Records from a collection:
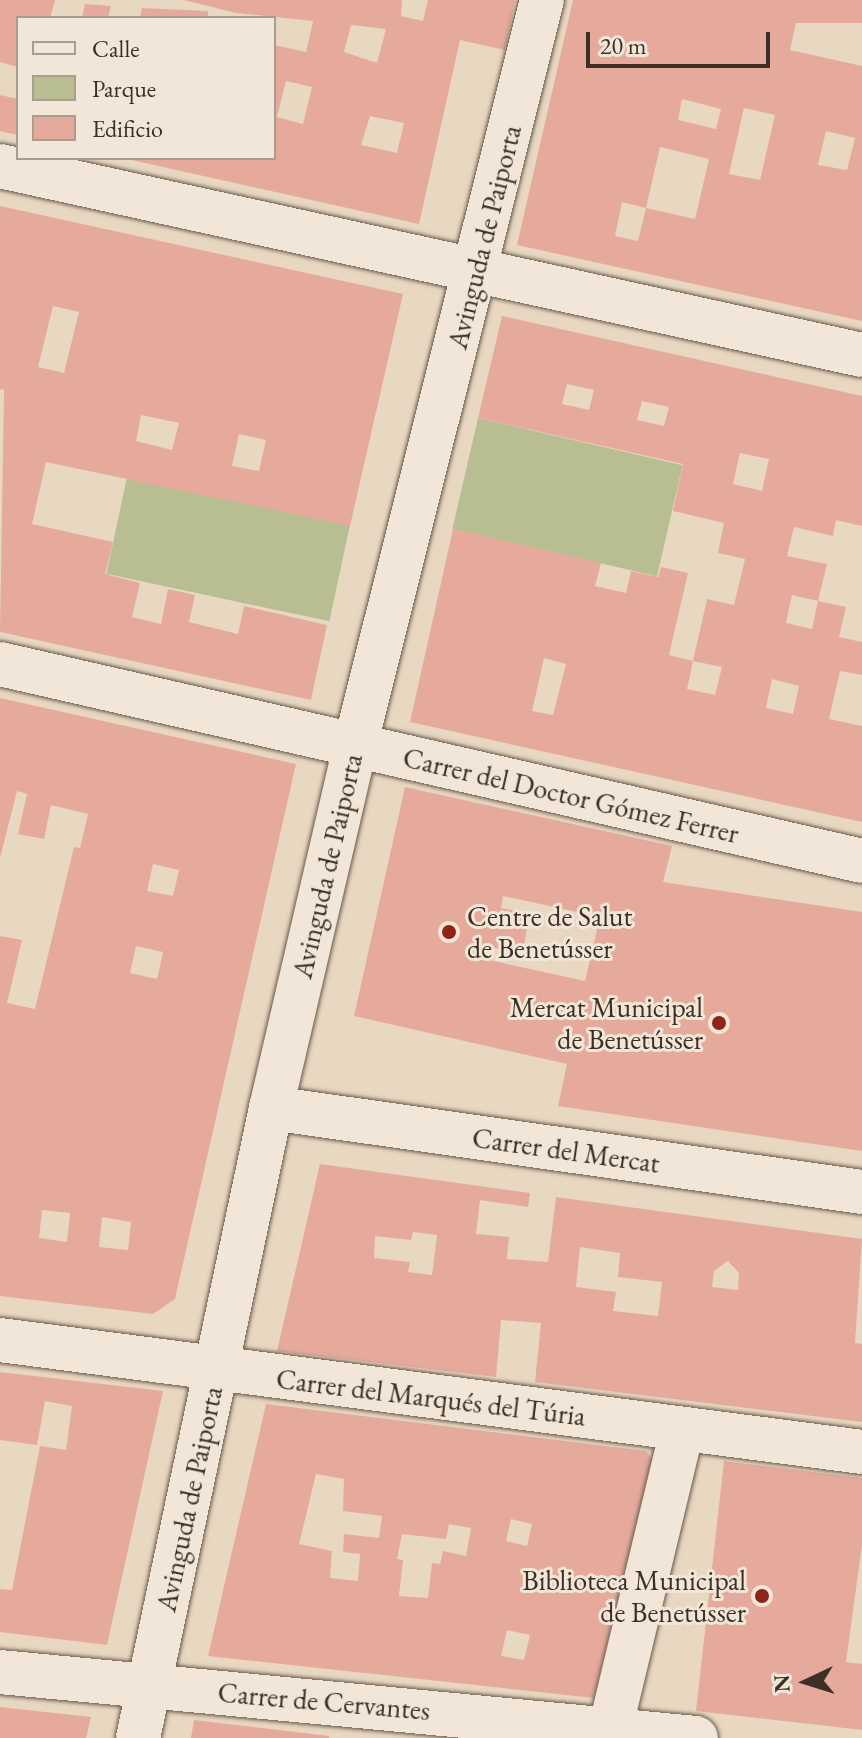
<!DOCTYPE html>
<html>
<head>
<meta charset="utf-8">
<style>
  body { margin:0 }
  #map { position:relative; width:862px; height:1738px; overflow:hidden; background:#e9d8c1; font-family:"EB Garamond",serif }
  div>[style] { position:absolute }
  [style*='--x'] { left:calc(var(--x)*1px); top:calc(var(--y)*1px); width:calc(var(--w)*1px); rotate:calc(var(--a)*1deg) }
  .green>* { inset:0; background:#b8be92; transform-origin:0 0 }
  .building>* { inset:0; background:#e6aa9d }
  .roads { filter:drop-shadow(0 0 2px #68594d) drop-shadow(0 0 2px #68594d) }
  .minor>* { height:44px; margin:-22px; padding:0 22px; transform-origin:22px; border-radius:22px; background:#f1e6d7 }
  .dots>* { width:22px; height:22px; translate:-50% -50%; box-sizing:border-box; border:4px solid #f1e6d7; border-radius:50% }
  span { translate:-50% -50%; white-space:nowrap; text-align:center; line-height:1.15; -webkit-text-stroke:6px #f1e6d7; paint-order:stroke }
  .street-label { font-size:28px; color:#3d2f26 }
  .poi-label { font-size:28px; color:#3d2f26 }
  .left { translate:0 -50%; text-align:left }
  .right { translate:-100% -50%; text-align:right }
  .legend { position:absolute; left:16px; top:16px; width:260px; height:144px; box-sizing:border-box; background:#f1e6d7; border:2px solid #a99d90; margin:0; padding:10px 14px; list-style:none; font-size:24px; color:#3d2f26 }
  .legend li { display:flex; align-items:center; gap:16px; height:40px }
  .legend b { width:40px; border:2px solid #a99d90 }
  .north { position:absolute; left:766px; top:1642px; width:80px; height:80px; -webkit-text-stroke:6px #f1e6d7; paint-order:stroke; rotate:266deg; font-size:22px; font-weight:700; line-height:32px; text-align:center; color:#3d2f26 }
  .north::after { content:''; display:block; margin:auto; width:28px; height:36px; background:#3d2f26; clip-path:polygon(50% 0,100% 100%,50% 72%,0 100%) }
  .scale { position:absolute; left:586px; top:32px; width:184px; height:36px; box-sizing:border-box; border:4px solid #3d2f26; border-top:0; padding-left:10px; font-size:24px; line-height:28px; white-space:nowrap; color:#3d2f26; -webkit-text-stroke:6px #f1e6d7; paint-order:stroke }
</style>
</head>
<body>
<div id="map">
  <div class="green">
    <div style="left:478px;top:418px;width:210px;height:114px;rotate:13deg"></div>
    <div style="left:127px;top:477px;width:228px;height:99px;rotate:12deg"></div>
  </div>
  <div class="building">
    <div style="clip-path:polygon(0 0,55px 0,50px 18px,18px 18px,18px 67px,0 62px)"></div>
    <div style="clip-path:polygon(evenodd,184px 0,402px 0,401px 16px,423px 21px,428px 0,515px 0,505px 50px,460px 40px,419px 224px,127px 159px,274px 158px,274px 45px,306px 52px,313px 21px,236px 13px,184px 0,351px 25px,386px 29px,377px 63px,344px 52px,351px 25px,184px 0,286px 81px,312px 87px,303px 124px,277px 117px,286px 81px,184px 0,370px 116px,404px 123px,397px 153px,361px 145px,370px 116px)"></div>
    <div style="clip-path:polygon(evenodd,573px 0,862px 0,862px 23px,796px 23px,790px 50px,862px 66px,862px 321px,517px 245px,573px 0,682px 99px,721px 109px,716px 129px,678px 120px,682px 99px,573px 0,744px 108px,775px 115px,760px 180px,729px 174px,744px 108px,573px 0,826px 131px,855px 138px,847px 170px,818px 165px,826px 131px,573px 0,660px 147px,709px 159px,695px 219px,646px 208px,660px 147px,573px 0,622px 202px,646px 208px,638px 241px,615px 236px,622px 202px)"></div>
    <div style="clip-path:polygon(85px 4px,111px 6px,108px 18px,82px 18px)"></div>
    <div style="clip-path:polygon(142px 8px,208px 11px,208px 18px,140px 18px)"></div>
    <div style="clip-path:polygon(0 95px,18px 99px,18px 135px,0 131px)"></div>
    <div style="clip-path:polygon(evenodd,0 206px,403px 294px,350px 526px,46px 462px,32px 524px,113px 542px,105px 574px,140px 583px,132px 617px,161px 624px,168px 589px,195px 595px,189px 622px,238px 634px,244px 606px,327px 625px,311px 700px,0 632px,4px 390px,0 389px,0 206px,53px 306px,79px 312px,64px 373px,38px 367px,53px 306px,0 206px,141px 415px,179px 423px,172px 450px,136px 441px,141px 415px,0 206px,239px 434px,266px 440px,259px 471px,232px 466px,239px 434px)"></div>
    <div style="clip-path:polygon(evenodd,502px 316px,862px 396px,862px 526px,836px 520px,833px 536px,794px 527px,787px 556px,827px 564px,818px 601px,792px 595px,786px 623px,812px 629px,818px 601px,846px 607px,839px 637px,862px 642px,862px 675px,840px 671px,829px 719px,862px 726px,862px 822px,410px 722px,453px 529px,601px 563px,595px 586px,626px 593px,631px 571px,658px 577px,661px 567px,688px 573px,669px 655px,693px 661px,687px 689px,715px 695px,722px 667px,693px 661px,707px 599px,734px 605px,745px 559px,718px 553px,724px 523px,673px 511px,683px 464px,478px 418px,502px 316px,567px 384px,594px 390px,589px 410px,562px 404px,567px 384px,502px 316px,642px 401px,669px 407px,664px 426px,637px 420px,642px 401px,502px 316px,740px 453px,769px 459px,762px 491px,733px 484px,740px 453px,502px 316px,544px 658px,566px 664px,553px 715px,532px 711px,544px 658px,502px 316px,772px 679px,799px 686px,793px 714px,766px 708px,772px 679px)"></div>
    <div style="clip-path:polygon(evenodd,0 698px,296px 764px,175px 1299px,153px 1314px,0 1296px,0 936px,22px 940px,7px 1003px,35px 1009px,74px 847px,80px 848px,88px 814px,51px 805px,44px 839px,18px 834px,27px 794px,17px 791px,0 858px,0 698px,153px 864px,179px 870px,173px 896px,147px 891px,153px 864px,0 698px,136px 946px,163px 952px,157px 979px,130px 973px,136px 946px,0 698px,42px 1210px,70px 1213px,67px 1242px,39px 1238px,42px 1210px,0 698px,102px 1217px,131px 1222px,128px 1250px,99px 1247px,102px 1217px)"></div>
    <div style="clip-path:polygon(evenodd,405px 787px,672px 846px,663px 882px,862px 912px,862px 1151px,558px 1106px,567px 1064px,354px 1016px,405px 787px,503px 896px,600px 917px,585px 981px,489px 960px,491px 947px,522px 954px,530px 914px,501px 908px,503px 896px)"></div>
    <div style="clip-path:polygon(evenodd,320px 1164px,530px 1193px,528px 1207px,480px 1200px,476px 1234px,509px 1237px,507px 1259px,548px 1262px,556px 1197px,862px 1239px,855px 1343px,862px 1344px,862px 1422px,535px 1382px,541px 1323px,501px 1320px,496px 1377px,277px 1351px,320px 1164px,413px 1232px,437px 1235px,432px 1275px,408px 1272px,410px 1262px,374px 1258px,375px 1236px,411px 1240px,413px 1232px,320px 1164px,580px 1247px,620px 1253px,618px 1277px,662px 1282px,658px 1316px,613px 1311px,616px 1292px,576px 1287px,580px 1247px,320px 1164px,728px 1261px,739px 1273px,738px 1290px,712px 1287px,714px 1271px,728px 1261px)"></div>
    <div style="clip-path:polygon(0 1372px,163px 1391px,107px 1645px,0 1632px,0 1589px,12px 1590px,40px 1446px,66px 1450px,72px 1406px,45px 1401px,37px 1445px,0 1440px)"></div>
    <div style="clip-path:polygon(evenodd,266px 1404px,646px 1451px,652px 1459px,594px 1698px,208px 1656px,266px 1404px,316px 1474px,344px 1479px,343px 1511px,382px 1516px,379px 1538px,344px 1534px,343px 1552px,360px 1554px,358px 1581px,330px 1578px,332px 1551px,299px 1544px,316px 1474px,266px 1404px,511px 1519px,532px 1524px,527px 1546px,506px 1541px,511px 1519px,266px 1404px,449px 1524px,471px 1528px,466px 1556px,443px 1551px,440px 1564px,432px 1563px,428px 1598px,399px 1596px,403px 1560px,397px 1559px,402px 1534px,446px 1539px,449px 1524px,266px 1404px,507px 1630px,530px 1635px,524px 1660px,501px 1656px,507px 1630px)"></div>
    <div style="clip-path:polygon(724px 1461px,862px 1478px,862px 1545px,846px 1662px,862px 1664px,862px 1730px,696px 1711px)"></div>
    <div style="clip-path:polygon(0 1707px,91px 1717px,86px 1738px,0 1738px)"></div>
    <div style="clip-path:polygon(194px 1720px,329px 1736px,329px 1738px,191px 1738px)"></div>
  </div>
  <div class="roads">
    <div class="minor">
      <div style="--x:0;--y:166;--w:882;--a:12.37"></div>
      <div style="--x:0;--y:664;--w:884;--a:12.87"></div>
      <div style="--x:271;--y:1108;--w:597;--a:8.09"></div>
      <div style="--x:0;--y:1340;--w:869;--a:7.4"></div>
      <div style="--x:0;--y:1672;--w:699;--a:5.42"></div>
      <div style="--x:138;--y:1738;--w:644;--a:-78.08"></div>
      <div style="--x:271;--y:1108;--w:372;--a:-76.9"></div>
      <div style="--x:355;--y:746;--w:769;--a:-75.93"></div>
      <div style="--x:608;--y:1738;--w:317;--a:-76.5"></div>
    </div>
  </div>
  <div class="dots">
    <div style="left:449px;top:932px;background:#8f2418"></div>
    <div style="left:719px;top:1023px;background:#8f2418"></div>
    <div style="left:762px;top:1596px;background:#8f2418"></div>
  </div>
  <div class="street-label">
    <span style="left:484px;top:237px;rotate:-76deg">Avinguda de Paiporta</span>
    <span style="left:571px;top:795px;rotate:13deg">Carrer del Doctor Gómez Ferrer</span>
    <span style="left:327px;top:866px;rotate:-77deg">Avinguda de Paiporta</span>
    <span style="left:566px;top:1150px;rotate:8deg">Carrer del Mercat</span>
    <span style="left:431px;top:1397px;rotate:7deg">Carrer del Marqués del Túria</span>
    <span style="left:189px;top:1499px;rotate:-78deg">Avinguda de Paiporta</span>
    <span style="left:324px;top:1701px;rotate:5deg">Carrer de Cervantes</span>
  </div>
  <div class="poi-label">
    <span class="left" style="left:467px;top:932px">Centre de Salut<br>de Benetússer</span>
    <span class="right" style="left:703px;top:1023px">Mercat Municipal<br>de Benetússer</span>
    <span class="right" style="left:746px;top:1596px">Biblioteca Municipal<br>de Benetússer</span>
  </div>
  <ul class="legend">
  <li><b style="height:10px;background:#f1e6d7"></b>Calle</li>
  <li><b style="height:22px;background:#b8be92"></b>Parque</li>
  <li><b style="height:22px;background:#e6aa9d"></b>Edificio</li>
  </ul>
  <div class="north">N</div>
  <div class="scale">20 m</div>
</div>
</body>
</html>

▶ [Exercise objective]: A complete answer lists each line of the data that holds the word "Paiporta".

▶ [Expected output]:
    <span style="left:484px;top:237px;rotate:-76deg">Avinguda de Paiporta</span>
    <span style="left:327px;top:866px;rotate:-77deg">Avinguda de Paiporta</span>
    <span style="left:189px;top:1499px;rotate:-78deg">Avinguda de Paiporta</span>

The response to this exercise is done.